My gut says I can do this, but I can't figure it out. Any python guru's out there?
It's probably impossible to do this 100% correctly, but you could give the following a try:
import inspect
import parser
# this flatten function is by mike c fletcher
def flatten(l, ltypes=(list, tuple)):
ltype = type(l)
l = list(l)
i = 0
while i < len(l):
while isinstance(l[i], ltypes):
if not l[i]:
l.pop(i)
i -= 1
break
else:
l[i:i + 1] = l[i]
i += 1
return ltype(l)
# function we're interested in
def a():
current_func = eval(inspect.stack()[0][3])
last_frame = inspect.stack()[1]
calling_code = last_frame[4][0]
syntax_tree = parser.expr(calling_code)
syntax_tree_tuple = parser.st2tuple(syntax_tree)
flat_syntax_tree_tuple = flatten(syntax_tree_tuple)

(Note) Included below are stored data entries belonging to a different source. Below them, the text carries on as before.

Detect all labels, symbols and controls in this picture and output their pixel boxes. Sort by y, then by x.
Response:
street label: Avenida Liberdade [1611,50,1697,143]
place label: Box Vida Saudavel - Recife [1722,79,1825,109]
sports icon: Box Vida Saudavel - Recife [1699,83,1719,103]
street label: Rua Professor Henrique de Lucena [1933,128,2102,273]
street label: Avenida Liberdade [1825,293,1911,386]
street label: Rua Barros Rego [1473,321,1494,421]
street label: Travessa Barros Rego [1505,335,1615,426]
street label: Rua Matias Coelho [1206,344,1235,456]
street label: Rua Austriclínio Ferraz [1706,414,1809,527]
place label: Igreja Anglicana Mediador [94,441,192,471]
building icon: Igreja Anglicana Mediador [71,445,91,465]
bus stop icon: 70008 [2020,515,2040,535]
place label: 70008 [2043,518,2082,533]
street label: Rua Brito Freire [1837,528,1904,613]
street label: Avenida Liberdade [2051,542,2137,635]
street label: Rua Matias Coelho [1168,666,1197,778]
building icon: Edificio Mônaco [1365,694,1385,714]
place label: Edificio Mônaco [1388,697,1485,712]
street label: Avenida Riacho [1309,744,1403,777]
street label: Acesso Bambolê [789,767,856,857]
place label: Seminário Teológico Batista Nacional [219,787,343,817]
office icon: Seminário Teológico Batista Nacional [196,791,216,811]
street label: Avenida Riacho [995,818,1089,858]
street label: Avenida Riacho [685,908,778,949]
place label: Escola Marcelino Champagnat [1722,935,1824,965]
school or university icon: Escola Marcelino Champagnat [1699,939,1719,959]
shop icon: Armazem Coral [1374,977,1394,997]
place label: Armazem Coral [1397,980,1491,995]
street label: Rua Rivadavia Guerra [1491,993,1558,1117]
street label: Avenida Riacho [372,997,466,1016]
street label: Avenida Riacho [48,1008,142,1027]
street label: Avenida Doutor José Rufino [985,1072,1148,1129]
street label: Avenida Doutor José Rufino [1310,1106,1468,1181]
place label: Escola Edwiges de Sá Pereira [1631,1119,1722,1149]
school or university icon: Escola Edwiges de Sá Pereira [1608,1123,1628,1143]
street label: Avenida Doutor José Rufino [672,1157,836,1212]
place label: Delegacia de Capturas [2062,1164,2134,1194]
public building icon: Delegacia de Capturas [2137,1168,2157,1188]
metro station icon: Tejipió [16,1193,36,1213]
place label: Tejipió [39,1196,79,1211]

list_of_strings = filter(lambda s: type(s)==str,flat_syntax_tree_tuple)
list_of_valid_strings = []
for string in list_of_strings:
try:
st = parser.expr(string)
list_of_valid_strings.append(string)
except:
pass
list_of_candidates = filter(lambda s: eval(s)==current_func, list_of_valid_strings)
print list_of_candidates
# other function
def c():
pass
a()
b=a
a(),b(),c()
a(),c()
c(),b()
This will print:
['a']
['a', 'b']
['a', 'b']
['a']
['b']
It's pretty ugly and complicated, but might work for what you need. It works by finding all variables used in the line that called this function and comparing them to the current function.

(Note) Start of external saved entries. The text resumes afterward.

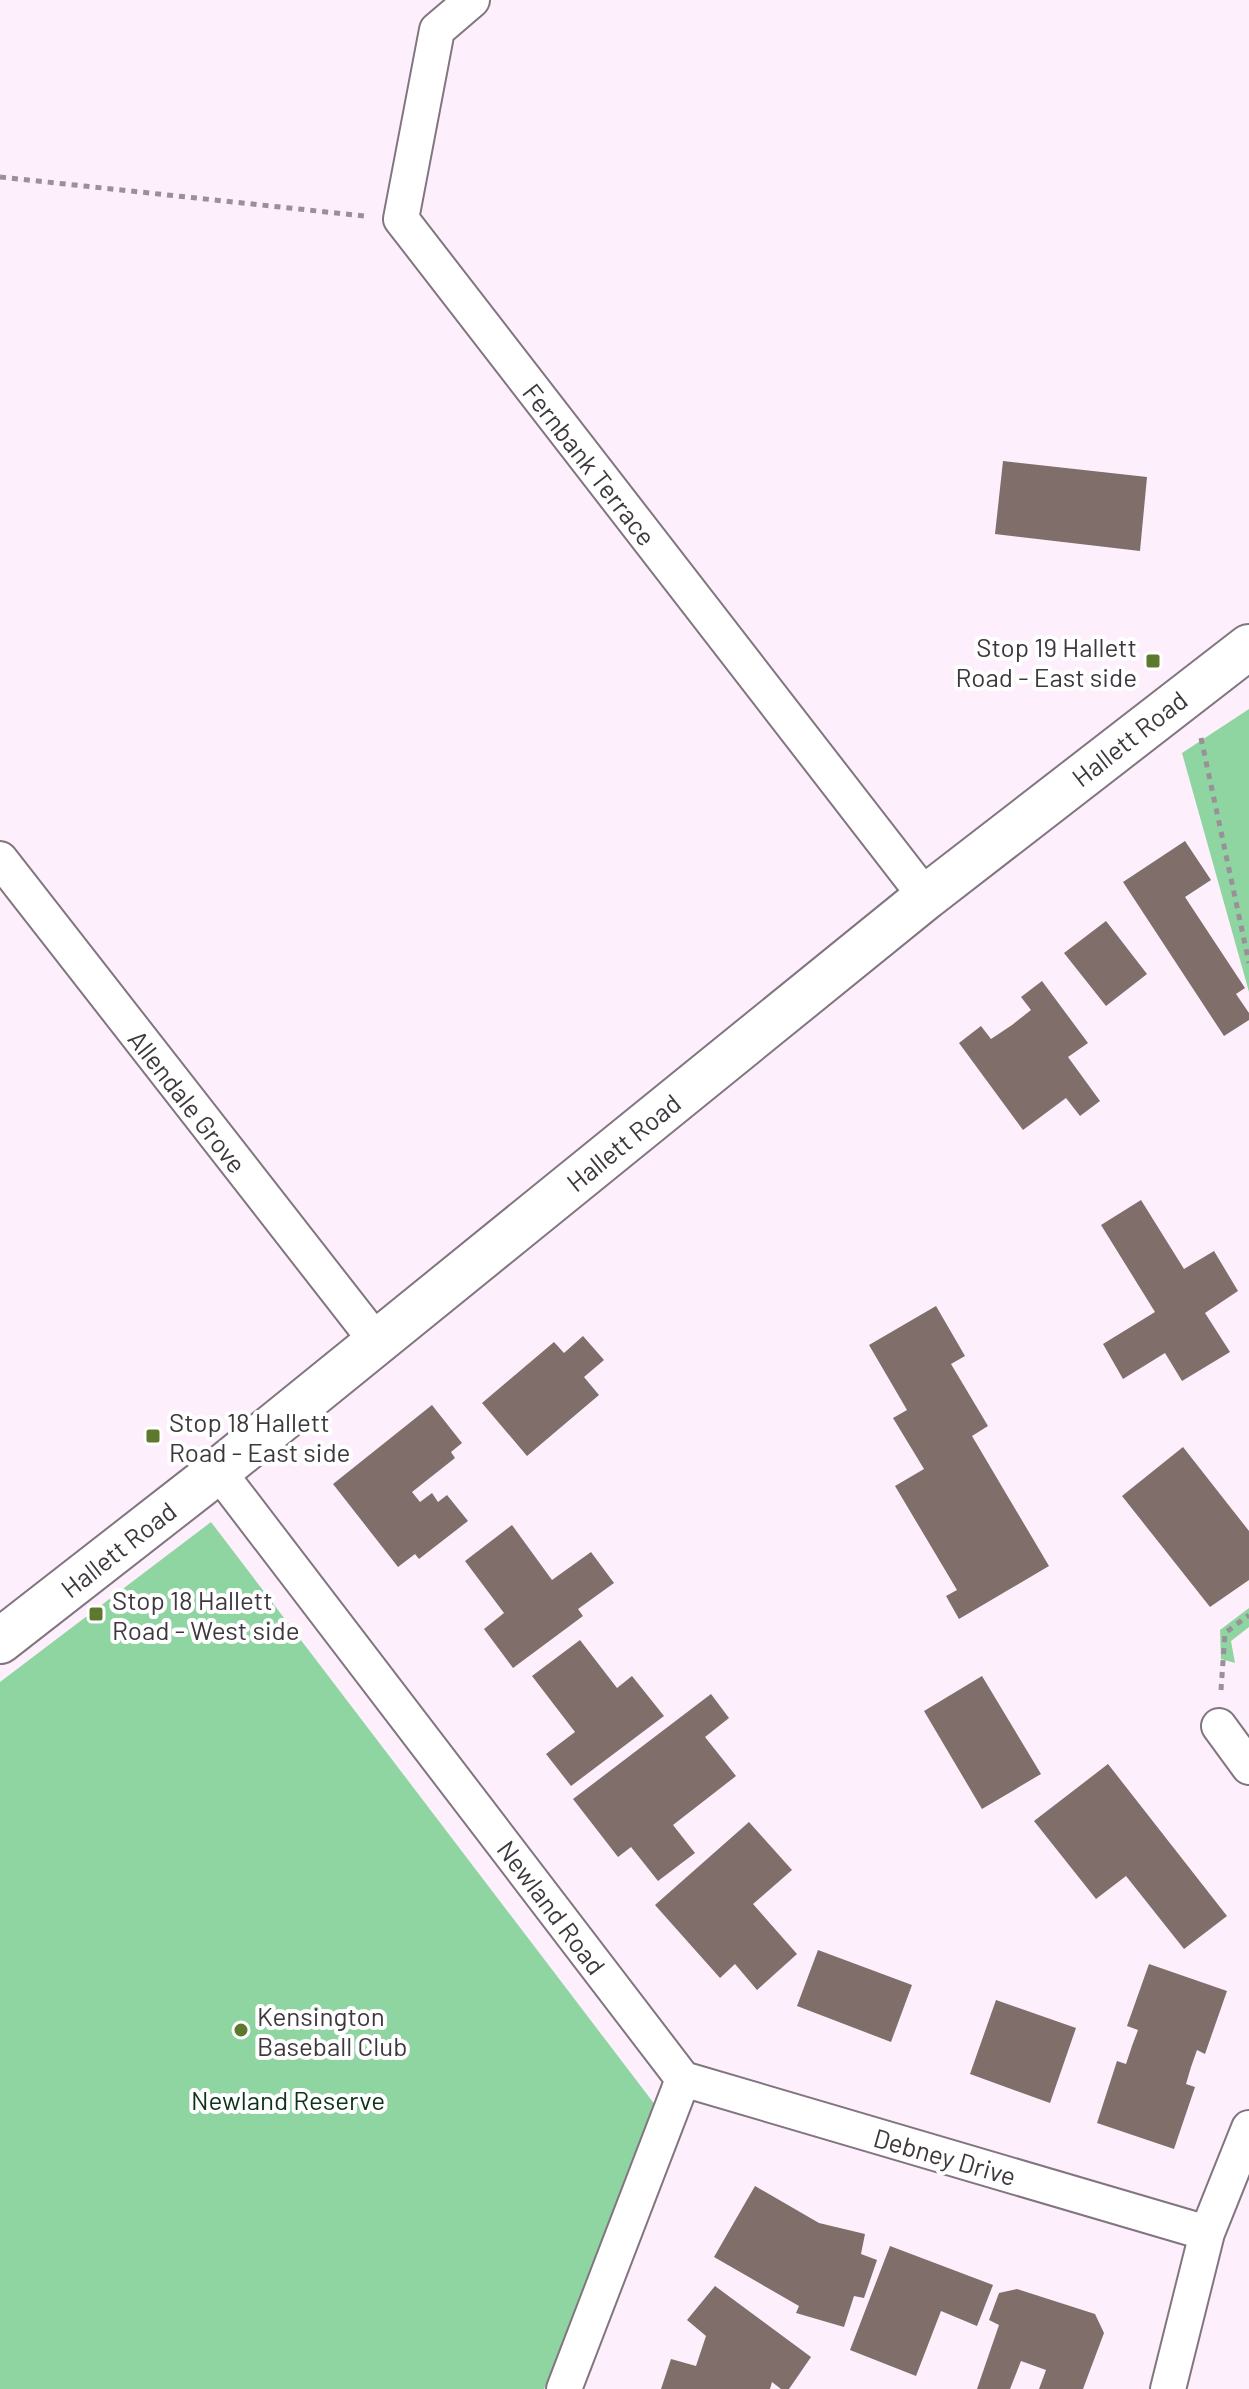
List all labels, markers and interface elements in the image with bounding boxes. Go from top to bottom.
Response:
street label: Fernbank Terrace [517,377,663,551]
place label: Stop 19 Hallett Road - East side [956,631,1137,692]
marker: Stop 19 Hallett Road - East side [1144,652,1162,670]
street label: Hallett Road [1065,683,1193,793]
street label: Allendale Grove [123,1023,253,1179]
street label: Hallett Road [560,1087,686,1197]
place label: Stop 18 Hallett Road - East side [169,1406,350,1467]
marker: Stop 18 Hallett Road - East side [144,1427,162,1445]
street label: Hallett Road [54,1494,182,1604]
place label: Stop 18 Hallett Road - West side [112,1584,300,1645]
marker: Stop 18 Hallett Road - West side [87,1605,105,1623]
street label: Newland Road [492,1834,612,1980]
place label: Kensington Baseball Club [257,2000,407,2061]
marker: Kensington Baseball Club [232,2021,250,2039]
park label: Newland Reserve [191,2084,385,2115]
street label: Debney Drive [870,2121,1020,2191]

The problem here is indirection. You could probably do something complicated like inspect the stack, get the code for the module that called the function, parse the line number from the stack to find the label used to call the function in the local context, and then use that, but that won't necessarily give you what you want anyway. Consider:
def func(x):
print get_label_function_called_with()
def func_wrapper(func_in_func_wrapper):
return func_in_func_wrapper
func_label = func
func_from_func_wrapper = func_wrapper(func_label)
func_from_func_wrapper()
Should this print func, func_in_func_wrapper, func_label, or func_from_func_wrapper? It might seem like an obvious answer at first, but given that you never really know what sort of indirection is going on inside code you are calling, you really can't know for sure.